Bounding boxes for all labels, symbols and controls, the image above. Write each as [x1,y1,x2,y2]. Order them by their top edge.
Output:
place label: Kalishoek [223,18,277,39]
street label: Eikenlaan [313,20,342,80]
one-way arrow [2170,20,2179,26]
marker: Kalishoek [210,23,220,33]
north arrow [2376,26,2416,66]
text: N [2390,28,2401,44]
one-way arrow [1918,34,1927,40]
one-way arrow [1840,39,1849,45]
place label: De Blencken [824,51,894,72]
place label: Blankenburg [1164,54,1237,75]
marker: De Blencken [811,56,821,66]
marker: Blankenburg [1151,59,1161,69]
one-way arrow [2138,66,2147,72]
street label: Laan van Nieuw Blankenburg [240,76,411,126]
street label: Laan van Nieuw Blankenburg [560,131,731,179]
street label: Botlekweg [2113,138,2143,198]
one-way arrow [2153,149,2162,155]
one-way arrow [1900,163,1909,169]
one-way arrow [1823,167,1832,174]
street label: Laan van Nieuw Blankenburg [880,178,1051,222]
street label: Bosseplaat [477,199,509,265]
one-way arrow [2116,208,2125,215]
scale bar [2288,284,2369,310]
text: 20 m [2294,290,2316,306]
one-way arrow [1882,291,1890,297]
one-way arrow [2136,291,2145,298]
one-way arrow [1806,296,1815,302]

::::

- [Task item] Among the lines of the material, find those holding the word "Kalishoek" and return them.

- [Output of the task]
place label: Kalishoek [223,18,277,39]
marker: Kalishoek [210,23,220,33]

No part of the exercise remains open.